Brigit stood looking after her for a moment, and then went slowly upstairs. Joyselle, in the crimson-velvet garment, was writing a letter as she entered; he looked ill and miserably unhappy.
“Victor,” she began without preamble, laying her arm across his shoulders and pressing her cheek to his hair. “Will you forgive me? I—I love you.”
Then she broke down and cried in an old-fashioned and weakly feminine way that she could not combat, although she quite realised its absolute inappropriateness to her character.
“How could you?” he whispered, holding her close with the greatest tenderness, the torturing formula of yesterday coming to his lips. “How could you?”
His eyes, too, were wet, but her breakdown had given him his strength back. “I thought you did not care.”
“Not care!”
“But you said so,” he persisted, manlike.
“Victor—you don’t know how much I love you, and I don’t know how I can be such a brute as I am. But—it hurts me the worst. It—it kills me. Say you forgive me.”
“Dear child—I forget,” he answered, as gently as a father. And Felicite, on her way upstairs, heard him through the half-open door, and smiled.
PART THREE
CHAPTER ONE
Madame Bathilde Chalumeau, her black cotton frock tucked up round her plump figure over her scarlet-flannel petticoat, was dusting the windows of her shop in the Rue Dessous l’Arche.
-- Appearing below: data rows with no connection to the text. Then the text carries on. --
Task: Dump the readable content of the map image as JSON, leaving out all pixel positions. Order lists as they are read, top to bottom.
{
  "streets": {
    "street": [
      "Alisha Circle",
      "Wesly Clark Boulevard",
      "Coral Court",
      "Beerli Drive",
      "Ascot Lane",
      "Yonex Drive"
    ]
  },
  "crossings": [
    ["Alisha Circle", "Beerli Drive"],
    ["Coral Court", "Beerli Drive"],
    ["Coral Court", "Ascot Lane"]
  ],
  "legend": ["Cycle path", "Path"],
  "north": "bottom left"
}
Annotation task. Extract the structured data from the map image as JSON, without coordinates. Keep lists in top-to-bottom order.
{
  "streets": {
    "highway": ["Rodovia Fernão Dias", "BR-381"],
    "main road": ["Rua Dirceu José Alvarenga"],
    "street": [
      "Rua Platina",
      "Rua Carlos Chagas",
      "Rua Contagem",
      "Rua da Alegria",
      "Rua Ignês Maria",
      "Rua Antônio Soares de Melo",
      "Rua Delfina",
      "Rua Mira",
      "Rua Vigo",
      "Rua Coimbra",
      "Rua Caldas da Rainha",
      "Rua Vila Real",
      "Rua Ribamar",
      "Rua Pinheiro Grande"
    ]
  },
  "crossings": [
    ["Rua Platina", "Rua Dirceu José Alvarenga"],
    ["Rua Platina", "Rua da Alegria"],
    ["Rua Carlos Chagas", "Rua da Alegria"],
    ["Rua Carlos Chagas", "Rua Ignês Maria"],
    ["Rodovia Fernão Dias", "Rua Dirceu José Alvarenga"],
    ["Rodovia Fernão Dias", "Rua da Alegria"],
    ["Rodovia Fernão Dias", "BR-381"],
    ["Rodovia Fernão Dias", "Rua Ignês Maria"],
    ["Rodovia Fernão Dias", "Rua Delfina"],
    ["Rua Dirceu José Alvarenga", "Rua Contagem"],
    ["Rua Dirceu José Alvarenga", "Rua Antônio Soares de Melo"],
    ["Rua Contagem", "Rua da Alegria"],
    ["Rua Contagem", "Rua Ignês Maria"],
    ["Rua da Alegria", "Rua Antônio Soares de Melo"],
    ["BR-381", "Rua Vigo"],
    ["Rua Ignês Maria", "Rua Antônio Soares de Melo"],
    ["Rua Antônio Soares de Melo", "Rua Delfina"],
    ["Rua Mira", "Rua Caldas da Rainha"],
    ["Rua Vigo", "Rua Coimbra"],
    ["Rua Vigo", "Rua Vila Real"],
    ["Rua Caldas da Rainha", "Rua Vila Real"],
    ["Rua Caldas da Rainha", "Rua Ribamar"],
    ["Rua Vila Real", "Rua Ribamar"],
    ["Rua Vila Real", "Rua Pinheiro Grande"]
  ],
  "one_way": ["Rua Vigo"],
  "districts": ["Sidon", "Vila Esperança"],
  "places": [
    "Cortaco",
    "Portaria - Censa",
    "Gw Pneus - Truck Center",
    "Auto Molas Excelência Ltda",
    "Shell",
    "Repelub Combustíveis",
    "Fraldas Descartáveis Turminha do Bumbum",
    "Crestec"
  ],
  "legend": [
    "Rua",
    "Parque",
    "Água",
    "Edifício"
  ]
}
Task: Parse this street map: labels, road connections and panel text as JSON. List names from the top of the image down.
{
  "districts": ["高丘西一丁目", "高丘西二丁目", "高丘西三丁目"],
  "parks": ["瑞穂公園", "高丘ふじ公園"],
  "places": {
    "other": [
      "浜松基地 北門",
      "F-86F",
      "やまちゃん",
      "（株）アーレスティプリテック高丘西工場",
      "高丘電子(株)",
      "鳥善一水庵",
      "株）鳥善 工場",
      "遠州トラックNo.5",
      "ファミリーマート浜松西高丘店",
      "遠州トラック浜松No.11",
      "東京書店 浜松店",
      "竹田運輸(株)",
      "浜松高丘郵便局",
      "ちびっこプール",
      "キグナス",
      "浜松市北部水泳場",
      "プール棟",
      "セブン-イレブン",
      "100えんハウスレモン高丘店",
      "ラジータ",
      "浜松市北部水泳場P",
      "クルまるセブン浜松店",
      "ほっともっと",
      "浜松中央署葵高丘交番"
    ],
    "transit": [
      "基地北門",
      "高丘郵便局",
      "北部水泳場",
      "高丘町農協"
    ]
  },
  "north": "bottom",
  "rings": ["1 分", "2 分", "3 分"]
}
It was only six o’clock and the air as yet was cool, but the trees leaning over the wall of Avocat Millot’s garden opposite were grey with dust and parched with the heat of an exceptionally warm September.
Madame Chalumeau, who was standing on a chair energetically flopping her feather-brush over the panes of her double shop-front, sighed as she looked up at the brilliant sky. “It is to be a heat of the devil,” she thought.
Next door to her, chez Bouillard, nothing was stirring. Poor Desire, being a widower, was apt to oversleep himself, and it was bad for his trade. Even now a small child in a black smock stood at his door, waiting to fill his carafe with the black wine that had stained its sides to such a beautiful violet hue.
“Bonjour, Christophe——”
“Bonjour, madame.”
“You want wine?”
“Oui, madame.”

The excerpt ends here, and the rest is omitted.